Everything You Need To Know About Rubella
Isn't it just awful when one day you feel like your best self, then the next you're hit with this feeling of fatigue, an annoying cough, and an overall uncomfortable feeling that seems to have come out of nowhere? If this sounds familiar to you, chances are you've already experienced what it's like to have a viral infection.
According to National Geographic, viruses are very small microorganisms that must use cells from another living organism (i.e., a host) — be it human, animal, plant, or even bacteria — to multiply and proliferate. Although they are small, viruses can cause serious damage to the host they infect by multiplying really fast to create large numbers. Most of the time, a healthy body can kill the invading virus on its own. But sometimes, it needs a little help. That's where medicines and, most importantly, vaccines come in.
Think of vaccines as a safer way to get an infection. They train your body to fight, so that if you get infected by the real thing, your body knows exactly what to do to stop it from causing more damage (per the World Health Organization). One such infection that can be — and is already being — prevented by vaccines is rubella.
The rubella virus
Historical documents tell us that the rubella virus has been around for at least 250 years. The earliest account of the disease was made in the 1700s by a German doctor named Friedrich Hoffmann (per Britannica), but it's possible that the virus has been around for much longer than that.
To this day, virologists are still unsure where viruses came from.
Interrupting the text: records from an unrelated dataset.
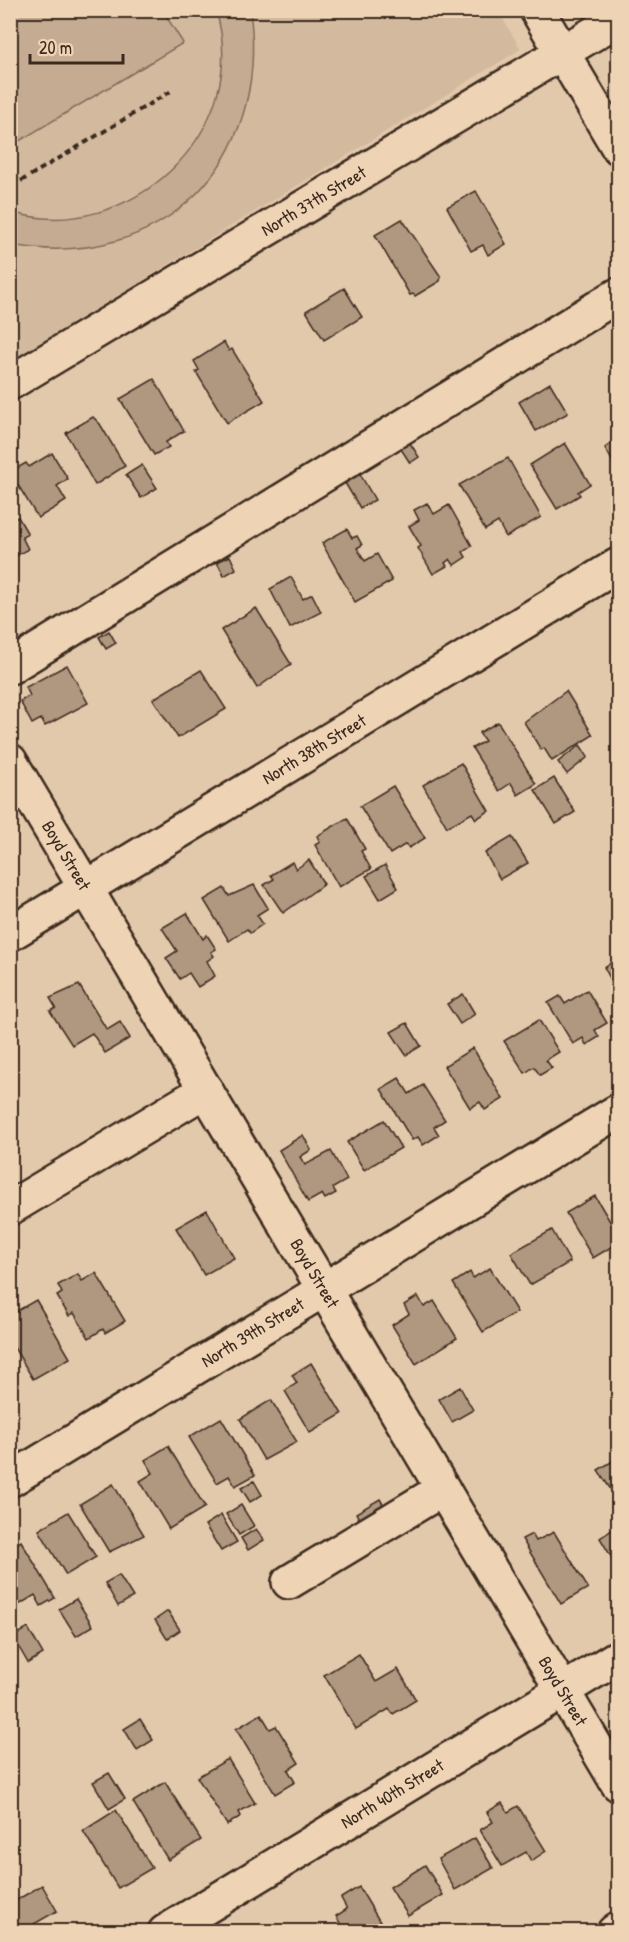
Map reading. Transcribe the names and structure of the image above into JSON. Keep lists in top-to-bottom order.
{
  "streets": {
    "street": [
      "North 37th Street",
      "North 38th Street",
      "Boyd Street",
      "North 39th Street",
      "North 40th Street"
    ]
  },
  "crossings": [
    ["North 38th Street", "Boyd Street"],
    ["Boyd Street", "North 39th Street"],
    ["Boyd Street", "North 40th Street"]
  ],
  "scale_bar": "20 m"
}
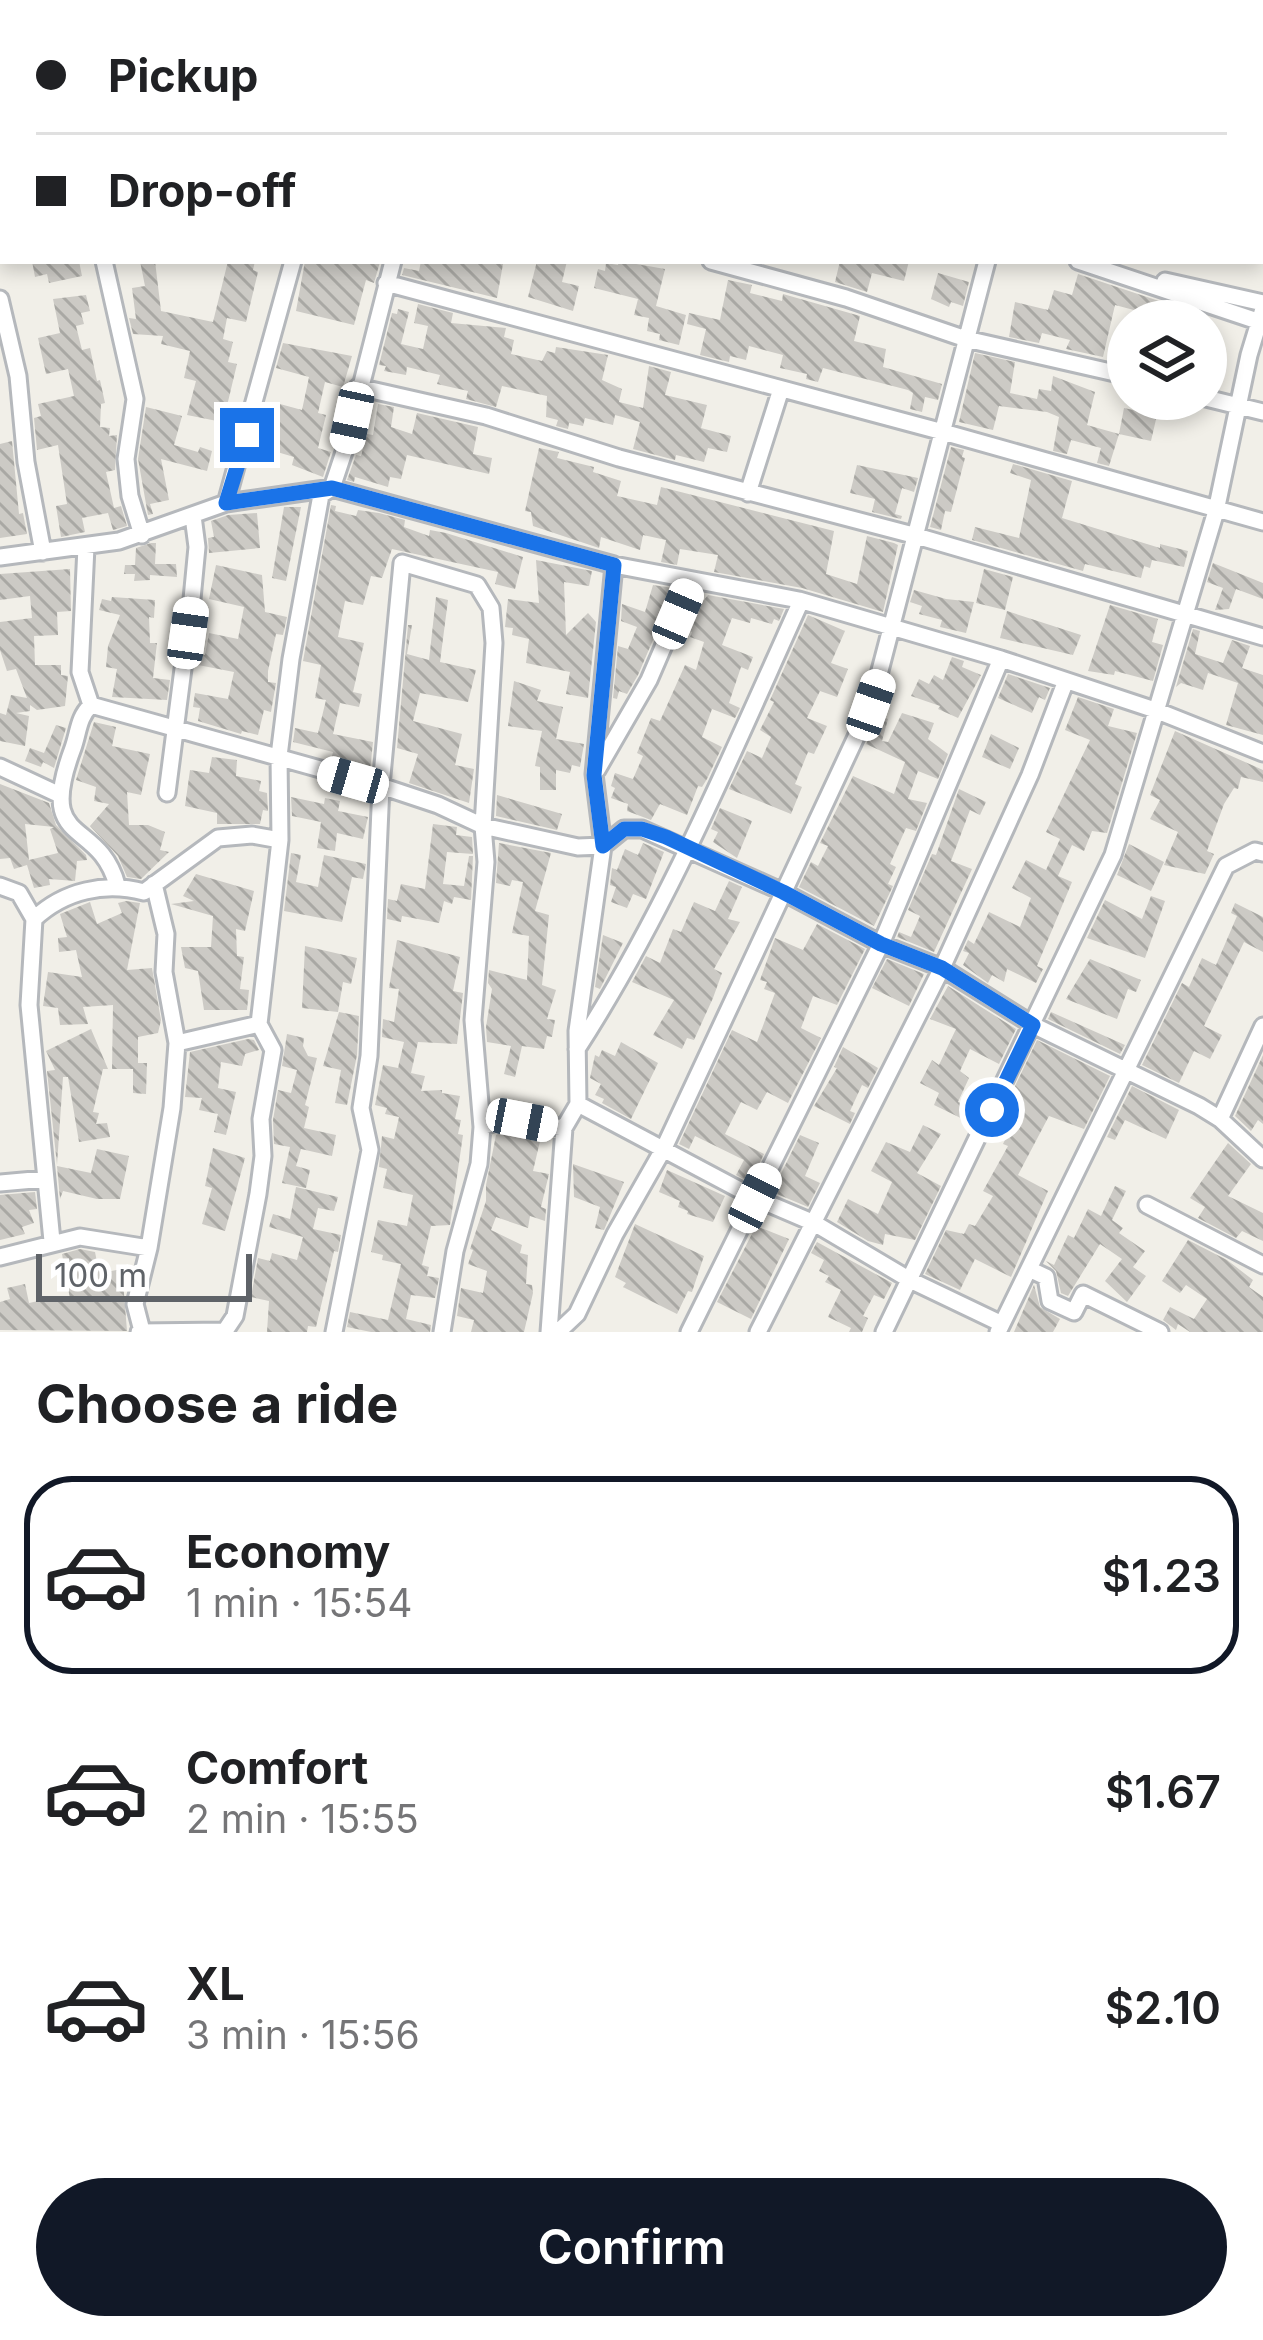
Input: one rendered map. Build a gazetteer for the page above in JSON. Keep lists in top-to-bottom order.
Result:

Some believe that they originated from genetic material that suddenly became motile; some say they were once part of other microorganisms; while others think that they existed even before any other living thing, and that they evolved together with the organisms they inhabited (via Scitable). But if history has taught us anything about viruses, it's that they are persistent little beings, and they are here to stay.
For the longest time, the rubella virus has been the sole member of the genus Rubivirus. But according to a 2020 study published in Nature, a team of researchers discovered two new viruses — the ruhugu virus and the rustrela virus — which are the first documented relatives of the rubella virus. The ruhugu virus was isolated from bats in Uganda, while the rustrela virus was isolated from a donkey, a kangaroo, and mice in a German zoo. While this discovery is concerning for the possibility of rubella-like infections to arise in the future, the authors believe that these viruses can broaden our understanding of rubella and open doors to comparative research that wasn't possible before.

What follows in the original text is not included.